69

1955
Snowy Mountains Scheme coasters
Blasting the new Australia

People came from all over Australia to marvel at the Snowy Mountains Scheme, as well they might. This set of coasters is decorated with printed colour transfers adhered to the uppermost side with pictures: ‘Eucumbene Dam, Snowy Mountains Scheme’; ‘Cooma’; ‘Summit Mt Kosciuszko’; ‘Cabramurra’; ‘Eucumbene Tea House’; and ‘Snowy Mountains’. It was made to sell to one of the thousands of tourists who visited the Snowy Mountains Scheme during the late 1950s.

In all, 121 men died blasting the biggest civil engineering project ever undertaken in Australia, one that the American Society of Civil Engineers called an ‘engineering wonder of the world’. The Snowy Mountains Hydro-Electric Scheme marked the beginning of a new Australia. Prime Minister John Howard summed up the scheme’s historical and cultural significance in 2006:

There is overwhelming feeling in the community that the Snowy is an icon. It’s part of the great saga of post-World War II development in Australia . . . It conjures many stories of tens of thousands of European migrants coming and blending with each other and in the process of working on the Snowy becoming part of this country.

A network of 16 dams, seven power stations, 80 kilometres of aque­ducts and 225 kilometres of tunnels and pipelines trapped the seaward-flowing waters of the Snowy and Eucumbene rivers and drove them westward through long trans-mountain tunnels to flow into the Murrumbidgee and Murray river systems. The water irrigated the dry inland plains while generating electricity for the Australian Capital Territory, New South Wales and Victoria. The scheme has a generating capacity of 3.74 million kW of hydro-electric power and provides an average of 2.36 million megalitres of water for irrigation and other purposes per year.

When the Snowy scheme began, Australia was importing engineers and managers – but by the end of the project, the Snowy Mountains Engineering Corporation had not only built up a world-class team of engineers but was exporting their expertise internationally.

The Snowy River rises high in the Australian Alps in New South Wales, fed by melting snow and precipitation from the prevailing winter depressions of Antarctica. The water originally flowed onto the river flats of East Gippsland and thence out to sea, but at the end of World War II the governments of New South Wales and Victoria had designs on the flows of the Snowy. New South Wales wanted to irrigate the Riverina and provide drinking water for Sydney, while Victoria wanted a large hydro-electric power scheme and a fillip for the Murray River.
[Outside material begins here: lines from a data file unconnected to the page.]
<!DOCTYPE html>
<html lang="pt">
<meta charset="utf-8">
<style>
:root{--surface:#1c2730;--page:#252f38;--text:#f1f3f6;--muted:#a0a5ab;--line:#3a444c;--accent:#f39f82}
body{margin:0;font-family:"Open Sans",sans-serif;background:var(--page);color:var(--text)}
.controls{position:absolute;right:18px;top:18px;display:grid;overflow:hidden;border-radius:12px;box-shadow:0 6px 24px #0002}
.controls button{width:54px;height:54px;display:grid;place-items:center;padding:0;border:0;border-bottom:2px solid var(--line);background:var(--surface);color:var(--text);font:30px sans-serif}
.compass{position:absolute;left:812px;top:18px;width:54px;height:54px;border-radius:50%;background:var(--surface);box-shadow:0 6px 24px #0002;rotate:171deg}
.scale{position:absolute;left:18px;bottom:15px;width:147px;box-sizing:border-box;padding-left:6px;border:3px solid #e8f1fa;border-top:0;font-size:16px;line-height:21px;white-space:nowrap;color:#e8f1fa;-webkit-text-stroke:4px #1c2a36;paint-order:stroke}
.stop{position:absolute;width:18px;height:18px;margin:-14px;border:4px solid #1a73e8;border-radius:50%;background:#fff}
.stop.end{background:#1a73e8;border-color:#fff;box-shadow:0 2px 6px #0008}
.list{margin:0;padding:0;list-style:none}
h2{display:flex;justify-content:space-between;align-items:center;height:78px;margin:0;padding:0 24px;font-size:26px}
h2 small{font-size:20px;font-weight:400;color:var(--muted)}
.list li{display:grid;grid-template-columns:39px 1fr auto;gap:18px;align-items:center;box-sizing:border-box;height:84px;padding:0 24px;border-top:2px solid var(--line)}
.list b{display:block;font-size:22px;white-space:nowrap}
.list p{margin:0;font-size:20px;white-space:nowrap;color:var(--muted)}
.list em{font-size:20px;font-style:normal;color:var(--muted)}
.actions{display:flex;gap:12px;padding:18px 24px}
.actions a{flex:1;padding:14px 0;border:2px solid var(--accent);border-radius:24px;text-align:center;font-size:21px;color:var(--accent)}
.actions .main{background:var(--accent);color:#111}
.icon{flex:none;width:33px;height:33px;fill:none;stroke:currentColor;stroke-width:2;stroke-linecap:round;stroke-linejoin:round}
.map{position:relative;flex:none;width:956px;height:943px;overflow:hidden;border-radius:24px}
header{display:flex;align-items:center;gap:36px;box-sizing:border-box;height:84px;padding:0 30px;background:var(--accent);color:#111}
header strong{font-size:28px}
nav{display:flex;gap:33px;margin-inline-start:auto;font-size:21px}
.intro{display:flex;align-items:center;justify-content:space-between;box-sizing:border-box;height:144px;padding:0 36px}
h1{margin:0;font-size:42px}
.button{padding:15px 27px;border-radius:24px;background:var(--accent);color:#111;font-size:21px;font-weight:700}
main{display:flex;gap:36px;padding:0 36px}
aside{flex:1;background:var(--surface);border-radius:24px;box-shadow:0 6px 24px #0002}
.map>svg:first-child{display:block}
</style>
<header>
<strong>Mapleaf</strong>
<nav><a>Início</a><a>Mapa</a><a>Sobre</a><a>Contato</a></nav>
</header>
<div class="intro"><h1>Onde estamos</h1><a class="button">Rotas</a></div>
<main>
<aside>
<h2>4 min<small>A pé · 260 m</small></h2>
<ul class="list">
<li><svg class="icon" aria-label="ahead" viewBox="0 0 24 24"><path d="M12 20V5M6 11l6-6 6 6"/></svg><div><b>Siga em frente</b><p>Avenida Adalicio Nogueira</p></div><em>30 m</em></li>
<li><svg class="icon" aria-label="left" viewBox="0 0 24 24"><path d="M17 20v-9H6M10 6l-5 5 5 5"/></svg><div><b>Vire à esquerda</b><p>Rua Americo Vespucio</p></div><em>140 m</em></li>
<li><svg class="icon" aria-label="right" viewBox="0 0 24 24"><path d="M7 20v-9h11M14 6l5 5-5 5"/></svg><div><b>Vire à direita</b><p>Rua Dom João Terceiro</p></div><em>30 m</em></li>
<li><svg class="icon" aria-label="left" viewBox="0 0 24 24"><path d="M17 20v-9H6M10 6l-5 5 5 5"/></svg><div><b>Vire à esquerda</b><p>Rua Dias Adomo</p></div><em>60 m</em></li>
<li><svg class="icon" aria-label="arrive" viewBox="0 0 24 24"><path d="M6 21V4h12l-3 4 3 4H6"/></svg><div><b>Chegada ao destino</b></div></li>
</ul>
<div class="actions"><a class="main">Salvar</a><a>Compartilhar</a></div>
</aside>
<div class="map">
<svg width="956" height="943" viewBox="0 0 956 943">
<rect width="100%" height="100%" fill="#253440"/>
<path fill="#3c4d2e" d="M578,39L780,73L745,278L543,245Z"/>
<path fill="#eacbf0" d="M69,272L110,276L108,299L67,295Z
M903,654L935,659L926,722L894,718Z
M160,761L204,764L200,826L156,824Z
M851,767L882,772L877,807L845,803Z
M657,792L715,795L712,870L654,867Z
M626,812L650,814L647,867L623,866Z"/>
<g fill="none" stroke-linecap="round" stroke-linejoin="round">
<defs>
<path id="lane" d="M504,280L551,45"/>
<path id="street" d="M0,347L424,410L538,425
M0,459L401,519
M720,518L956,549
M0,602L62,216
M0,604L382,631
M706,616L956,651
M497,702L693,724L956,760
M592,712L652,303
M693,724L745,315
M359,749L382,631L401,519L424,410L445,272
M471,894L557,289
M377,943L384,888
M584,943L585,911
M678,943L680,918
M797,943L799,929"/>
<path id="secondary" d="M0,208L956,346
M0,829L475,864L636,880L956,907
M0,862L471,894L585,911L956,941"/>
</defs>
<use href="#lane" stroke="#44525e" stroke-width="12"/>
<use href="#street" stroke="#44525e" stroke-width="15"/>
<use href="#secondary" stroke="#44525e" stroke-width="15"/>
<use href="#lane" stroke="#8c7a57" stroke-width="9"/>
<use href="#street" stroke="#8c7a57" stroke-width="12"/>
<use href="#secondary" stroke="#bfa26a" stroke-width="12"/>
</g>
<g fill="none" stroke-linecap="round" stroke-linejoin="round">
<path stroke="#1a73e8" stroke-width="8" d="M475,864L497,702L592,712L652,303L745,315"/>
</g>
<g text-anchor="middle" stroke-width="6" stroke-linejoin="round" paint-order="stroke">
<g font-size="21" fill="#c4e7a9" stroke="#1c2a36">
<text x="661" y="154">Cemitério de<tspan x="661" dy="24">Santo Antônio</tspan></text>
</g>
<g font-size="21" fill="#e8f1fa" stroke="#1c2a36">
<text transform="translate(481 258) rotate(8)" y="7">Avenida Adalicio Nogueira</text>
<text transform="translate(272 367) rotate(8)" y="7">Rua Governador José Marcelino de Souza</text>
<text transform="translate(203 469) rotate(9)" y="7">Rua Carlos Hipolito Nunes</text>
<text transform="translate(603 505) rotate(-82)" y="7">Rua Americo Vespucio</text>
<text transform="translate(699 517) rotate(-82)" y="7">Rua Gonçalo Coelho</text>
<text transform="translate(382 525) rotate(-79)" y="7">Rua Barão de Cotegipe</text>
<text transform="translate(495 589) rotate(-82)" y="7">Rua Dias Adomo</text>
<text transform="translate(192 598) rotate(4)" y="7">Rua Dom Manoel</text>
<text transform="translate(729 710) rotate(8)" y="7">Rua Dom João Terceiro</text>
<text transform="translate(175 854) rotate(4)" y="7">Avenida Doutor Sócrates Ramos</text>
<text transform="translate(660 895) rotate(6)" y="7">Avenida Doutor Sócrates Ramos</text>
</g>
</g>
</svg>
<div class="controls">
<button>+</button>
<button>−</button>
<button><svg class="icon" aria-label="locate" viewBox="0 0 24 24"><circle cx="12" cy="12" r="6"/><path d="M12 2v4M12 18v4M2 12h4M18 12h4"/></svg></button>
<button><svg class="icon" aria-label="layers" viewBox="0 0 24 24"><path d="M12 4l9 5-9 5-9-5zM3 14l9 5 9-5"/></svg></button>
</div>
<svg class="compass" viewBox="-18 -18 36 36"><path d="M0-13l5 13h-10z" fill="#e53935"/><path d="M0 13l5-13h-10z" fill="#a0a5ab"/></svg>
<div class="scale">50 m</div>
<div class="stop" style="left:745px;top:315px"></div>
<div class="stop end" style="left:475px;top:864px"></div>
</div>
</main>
Essentially the waters would be diverted through a series of dams that fed hydro-electric generation before discharging into the Murray and the Murrumbidgee. The creation of the dams involved the drowning and then rebuilding on higher ground the towns of Adaminaby, Jindabyne and Talbingo. The Snowy Authority created the towns of Cabramurra and Khancoban and the lakes themselves became tourist attractions, while the roads built by the authority gave access to the snowfields at Thredbo and Guthega. More than 1600 kilometres of roads were constructed and main camps were established at over 100 locations with community services and amenities.

The Chifley government proposed this ambitious program. To get over interstate squabbles, Ben Chifley designated the project under the Snowy Mountains Hydro-electric Power Act 1949 as a matter of national defence, despite the strenuous opposition of Robert Menzies’ Liberal Party. Nelson Lemmon, the minister in charge of the scheme, was described as using ‘more energy than tact’ to deal with difficult state premiers.

The Snowy Mountains Scheme was completed on schedule and on budget in 25 years. Much of the credit for its success belongs to engineer Sir William Hudson, who not only oversaw the building of the scheme but also administered a workforce of 100 000 men – of whom as many as 7000 at a time were living away from their families, often in a new country. Hudson provided amenities and reasonable pay, employed a private arbitrator and scheduled regular meetings between management and union representatives to anticipate and avoid strikes.

The first power from the Snowy flowed from Guthega Power Station in February 1955. In April 1966 the first diversion of water was made from the Snowy River to the Murray River, and finally, in August 1974, the last unit in the hydro scheme was brought into service.

Hudson reportedly uttered to his workers the line: ‘You aren’t any longer Czechs or Germans – you are men of the Snowy.’ After so much war in the 20th century, there was a desire to start building a peaceful future, and the Snowy scheme was a manifestation of that.